Lines with the word "major" are the ones wanted. Copy each of them from the entries below.

::: RAW DATA

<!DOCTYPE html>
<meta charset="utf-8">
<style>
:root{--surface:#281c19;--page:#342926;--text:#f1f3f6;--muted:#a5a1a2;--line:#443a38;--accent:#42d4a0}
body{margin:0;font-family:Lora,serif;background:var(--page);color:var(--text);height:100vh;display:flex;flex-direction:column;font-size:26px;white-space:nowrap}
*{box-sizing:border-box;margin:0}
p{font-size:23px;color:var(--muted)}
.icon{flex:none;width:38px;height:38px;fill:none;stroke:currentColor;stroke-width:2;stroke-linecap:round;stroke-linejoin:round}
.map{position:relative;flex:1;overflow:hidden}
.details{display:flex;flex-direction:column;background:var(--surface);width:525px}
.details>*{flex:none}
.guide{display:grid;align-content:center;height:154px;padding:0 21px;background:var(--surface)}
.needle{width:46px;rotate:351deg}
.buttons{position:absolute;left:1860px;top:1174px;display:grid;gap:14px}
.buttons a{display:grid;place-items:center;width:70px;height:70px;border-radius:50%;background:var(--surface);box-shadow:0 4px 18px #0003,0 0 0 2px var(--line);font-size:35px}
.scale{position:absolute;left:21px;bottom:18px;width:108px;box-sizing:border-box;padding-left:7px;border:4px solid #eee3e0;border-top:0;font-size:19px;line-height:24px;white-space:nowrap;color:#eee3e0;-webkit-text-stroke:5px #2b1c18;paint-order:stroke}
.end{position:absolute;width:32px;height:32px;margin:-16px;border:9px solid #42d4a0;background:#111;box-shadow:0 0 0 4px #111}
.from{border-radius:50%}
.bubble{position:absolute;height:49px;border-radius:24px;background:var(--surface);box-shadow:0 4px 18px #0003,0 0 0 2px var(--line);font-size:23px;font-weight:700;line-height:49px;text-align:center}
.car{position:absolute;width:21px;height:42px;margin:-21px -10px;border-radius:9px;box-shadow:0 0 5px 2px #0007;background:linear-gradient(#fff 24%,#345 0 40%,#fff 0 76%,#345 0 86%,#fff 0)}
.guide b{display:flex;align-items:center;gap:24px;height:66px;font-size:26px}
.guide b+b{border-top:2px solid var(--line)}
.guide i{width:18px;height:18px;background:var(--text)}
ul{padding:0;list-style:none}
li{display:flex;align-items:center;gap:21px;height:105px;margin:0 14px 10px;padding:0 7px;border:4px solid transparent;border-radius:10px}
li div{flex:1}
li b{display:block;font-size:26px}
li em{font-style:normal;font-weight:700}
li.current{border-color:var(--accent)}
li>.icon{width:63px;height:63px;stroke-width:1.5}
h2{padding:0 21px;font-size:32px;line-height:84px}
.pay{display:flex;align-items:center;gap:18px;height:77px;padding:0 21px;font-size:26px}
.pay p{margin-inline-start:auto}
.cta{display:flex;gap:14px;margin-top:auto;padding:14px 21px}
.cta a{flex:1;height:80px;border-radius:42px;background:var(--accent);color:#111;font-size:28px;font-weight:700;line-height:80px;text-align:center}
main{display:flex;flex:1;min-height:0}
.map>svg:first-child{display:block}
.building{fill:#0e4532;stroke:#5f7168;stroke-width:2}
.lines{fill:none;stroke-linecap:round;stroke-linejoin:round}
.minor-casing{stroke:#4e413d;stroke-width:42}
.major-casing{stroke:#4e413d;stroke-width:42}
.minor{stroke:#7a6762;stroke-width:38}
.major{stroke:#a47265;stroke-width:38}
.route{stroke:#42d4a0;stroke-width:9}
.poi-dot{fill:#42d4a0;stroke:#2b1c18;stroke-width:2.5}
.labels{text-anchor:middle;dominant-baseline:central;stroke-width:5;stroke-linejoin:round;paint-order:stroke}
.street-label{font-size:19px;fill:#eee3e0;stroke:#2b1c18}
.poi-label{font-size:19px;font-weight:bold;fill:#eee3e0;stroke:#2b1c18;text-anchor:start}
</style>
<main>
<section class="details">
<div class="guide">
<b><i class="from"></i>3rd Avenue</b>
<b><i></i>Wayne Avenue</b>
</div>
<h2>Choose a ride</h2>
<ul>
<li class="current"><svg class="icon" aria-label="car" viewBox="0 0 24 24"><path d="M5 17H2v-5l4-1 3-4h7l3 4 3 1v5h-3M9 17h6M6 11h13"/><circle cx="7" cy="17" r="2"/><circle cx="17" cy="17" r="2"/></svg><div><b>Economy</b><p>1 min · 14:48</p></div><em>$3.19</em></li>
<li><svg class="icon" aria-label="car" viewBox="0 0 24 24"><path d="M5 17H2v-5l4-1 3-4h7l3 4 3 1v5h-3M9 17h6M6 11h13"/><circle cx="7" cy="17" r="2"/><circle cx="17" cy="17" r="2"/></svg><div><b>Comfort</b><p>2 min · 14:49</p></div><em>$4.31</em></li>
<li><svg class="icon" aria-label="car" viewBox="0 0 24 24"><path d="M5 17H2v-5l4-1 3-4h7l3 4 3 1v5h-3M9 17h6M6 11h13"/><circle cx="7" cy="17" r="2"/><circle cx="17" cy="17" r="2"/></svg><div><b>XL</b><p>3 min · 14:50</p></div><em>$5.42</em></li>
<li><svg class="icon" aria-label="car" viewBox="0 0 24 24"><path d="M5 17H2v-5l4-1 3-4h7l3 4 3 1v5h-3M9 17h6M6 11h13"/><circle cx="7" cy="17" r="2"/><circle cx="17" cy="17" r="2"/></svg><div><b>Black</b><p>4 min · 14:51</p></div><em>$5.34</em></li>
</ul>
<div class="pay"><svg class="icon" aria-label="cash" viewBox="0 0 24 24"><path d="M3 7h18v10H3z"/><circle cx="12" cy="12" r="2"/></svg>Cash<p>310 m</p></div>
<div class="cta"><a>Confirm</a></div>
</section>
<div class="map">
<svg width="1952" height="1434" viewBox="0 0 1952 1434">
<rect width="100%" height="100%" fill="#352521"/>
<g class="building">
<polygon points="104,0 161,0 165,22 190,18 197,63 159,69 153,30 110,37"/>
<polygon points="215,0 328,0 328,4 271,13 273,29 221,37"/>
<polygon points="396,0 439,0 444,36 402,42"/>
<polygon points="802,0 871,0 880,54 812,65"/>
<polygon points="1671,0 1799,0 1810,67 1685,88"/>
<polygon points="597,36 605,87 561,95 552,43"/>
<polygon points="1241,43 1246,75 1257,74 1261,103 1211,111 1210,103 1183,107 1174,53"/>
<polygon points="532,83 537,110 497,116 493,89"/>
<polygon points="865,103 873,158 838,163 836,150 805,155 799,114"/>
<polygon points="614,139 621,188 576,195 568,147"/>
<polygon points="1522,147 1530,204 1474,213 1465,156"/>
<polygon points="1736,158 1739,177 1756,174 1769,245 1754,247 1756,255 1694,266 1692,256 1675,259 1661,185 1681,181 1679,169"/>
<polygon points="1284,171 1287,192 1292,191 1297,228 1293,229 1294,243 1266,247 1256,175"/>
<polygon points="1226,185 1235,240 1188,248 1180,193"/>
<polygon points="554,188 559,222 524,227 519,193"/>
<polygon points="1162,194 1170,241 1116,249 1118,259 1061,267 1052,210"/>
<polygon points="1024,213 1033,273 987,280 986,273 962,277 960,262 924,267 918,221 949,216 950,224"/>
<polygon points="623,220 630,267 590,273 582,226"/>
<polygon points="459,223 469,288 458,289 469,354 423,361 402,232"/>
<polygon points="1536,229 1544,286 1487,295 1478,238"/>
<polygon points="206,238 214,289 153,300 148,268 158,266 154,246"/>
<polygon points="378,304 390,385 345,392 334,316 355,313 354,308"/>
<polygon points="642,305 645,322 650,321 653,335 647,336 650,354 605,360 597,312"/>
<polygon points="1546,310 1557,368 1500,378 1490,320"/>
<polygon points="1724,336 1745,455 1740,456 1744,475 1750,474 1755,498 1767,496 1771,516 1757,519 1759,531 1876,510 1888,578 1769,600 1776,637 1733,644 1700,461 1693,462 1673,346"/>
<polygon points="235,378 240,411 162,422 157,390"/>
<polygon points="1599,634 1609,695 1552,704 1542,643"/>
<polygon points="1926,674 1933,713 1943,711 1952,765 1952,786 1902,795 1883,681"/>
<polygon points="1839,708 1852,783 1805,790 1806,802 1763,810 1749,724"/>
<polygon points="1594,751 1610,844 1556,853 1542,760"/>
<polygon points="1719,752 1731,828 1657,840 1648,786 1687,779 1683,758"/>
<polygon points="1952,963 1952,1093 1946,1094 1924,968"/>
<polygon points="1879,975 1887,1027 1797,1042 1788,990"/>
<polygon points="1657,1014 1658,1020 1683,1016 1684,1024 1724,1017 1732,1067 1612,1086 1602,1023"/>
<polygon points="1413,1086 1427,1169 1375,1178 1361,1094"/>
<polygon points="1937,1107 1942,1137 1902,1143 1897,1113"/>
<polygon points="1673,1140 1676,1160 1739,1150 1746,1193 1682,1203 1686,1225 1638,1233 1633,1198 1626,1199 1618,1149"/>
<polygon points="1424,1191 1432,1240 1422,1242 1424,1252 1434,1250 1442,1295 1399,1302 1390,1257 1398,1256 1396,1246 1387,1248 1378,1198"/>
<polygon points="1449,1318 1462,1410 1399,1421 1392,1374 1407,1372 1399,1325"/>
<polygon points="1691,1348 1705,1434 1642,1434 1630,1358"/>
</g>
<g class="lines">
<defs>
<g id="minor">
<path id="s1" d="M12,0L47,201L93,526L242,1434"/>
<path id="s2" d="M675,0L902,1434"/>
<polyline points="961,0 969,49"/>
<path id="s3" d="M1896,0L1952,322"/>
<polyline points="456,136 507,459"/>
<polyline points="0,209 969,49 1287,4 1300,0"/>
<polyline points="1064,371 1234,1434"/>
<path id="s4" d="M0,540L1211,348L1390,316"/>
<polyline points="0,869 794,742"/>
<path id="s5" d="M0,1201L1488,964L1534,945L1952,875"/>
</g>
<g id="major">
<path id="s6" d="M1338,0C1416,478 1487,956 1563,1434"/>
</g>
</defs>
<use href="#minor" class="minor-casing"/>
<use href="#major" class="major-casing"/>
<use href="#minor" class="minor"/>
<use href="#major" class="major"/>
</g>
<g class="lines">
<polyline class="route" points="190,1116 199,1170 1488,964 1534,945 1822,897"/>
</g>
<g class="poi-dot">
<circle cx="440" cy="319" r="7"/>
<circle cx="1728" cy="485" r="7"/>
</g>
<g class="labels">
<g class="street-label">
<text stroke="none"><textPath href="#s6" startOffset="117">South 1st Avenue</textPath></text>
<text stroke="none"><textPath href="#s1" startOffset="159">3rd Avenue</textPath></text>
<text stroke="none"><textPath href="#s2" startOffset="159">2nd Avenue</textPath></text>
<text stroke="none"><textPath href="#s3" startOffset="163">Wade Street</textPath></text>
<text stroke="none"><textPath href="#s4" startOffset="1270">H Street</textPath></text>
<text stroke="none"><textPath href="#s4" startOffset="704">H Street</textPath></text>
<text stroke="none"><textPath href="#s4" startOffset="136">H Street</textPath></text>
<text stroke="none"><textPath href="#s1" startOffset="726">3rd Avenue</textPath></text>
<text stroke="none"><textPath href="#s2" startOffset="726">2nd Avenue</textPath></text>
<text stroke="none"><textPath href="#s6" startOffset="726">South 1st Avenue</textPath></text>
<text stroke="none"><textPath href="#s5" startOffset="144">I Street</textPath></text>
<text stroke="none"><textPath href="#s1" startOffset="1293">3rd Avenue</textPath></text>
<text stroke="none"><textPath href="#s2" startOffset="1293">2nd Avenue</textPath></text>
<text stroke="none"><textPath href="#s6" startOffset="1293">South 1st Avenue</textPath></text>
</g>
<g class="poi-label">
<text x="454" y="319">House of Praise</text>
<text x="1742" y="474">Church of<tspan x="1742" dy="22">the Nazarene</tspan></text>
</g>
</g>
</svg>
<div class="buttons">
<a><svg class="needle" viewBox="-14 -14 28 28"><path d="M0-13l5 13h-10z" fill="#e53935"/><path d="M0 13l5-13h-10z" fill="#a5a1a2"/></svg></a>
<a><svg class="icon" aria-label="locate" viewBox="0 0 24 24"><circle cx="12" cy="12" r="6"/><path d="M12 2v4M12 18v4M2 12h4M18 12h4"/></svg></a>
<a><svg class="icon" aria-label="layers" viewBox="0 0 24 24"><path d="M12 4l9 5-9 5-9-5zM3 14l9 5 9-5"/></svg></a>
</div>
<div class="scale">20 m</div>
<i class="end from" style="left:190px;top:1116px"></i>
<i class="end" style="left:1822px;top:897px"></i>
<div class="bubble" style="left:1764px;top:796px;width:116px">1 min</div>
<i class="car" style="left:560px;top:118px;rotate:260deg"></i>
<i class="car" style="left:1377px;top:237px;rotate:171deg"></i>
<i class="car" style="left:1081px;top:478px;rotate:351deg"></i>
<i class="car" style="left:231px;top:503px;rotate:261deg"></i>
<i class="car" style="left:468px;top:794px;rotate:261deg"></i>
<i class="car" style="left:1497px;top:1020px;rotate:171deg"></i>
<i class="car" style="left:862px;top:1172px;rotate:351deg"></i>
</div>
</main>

::::::

### TASK ANSWER
.major-casing{stroke:#4e413d;stroke-width:42}
.major{stroke:#a47265;stroke-width:38}
<g id="major">
<use href="#major" class="major-casing"/>
<use href="#major" class="major"/>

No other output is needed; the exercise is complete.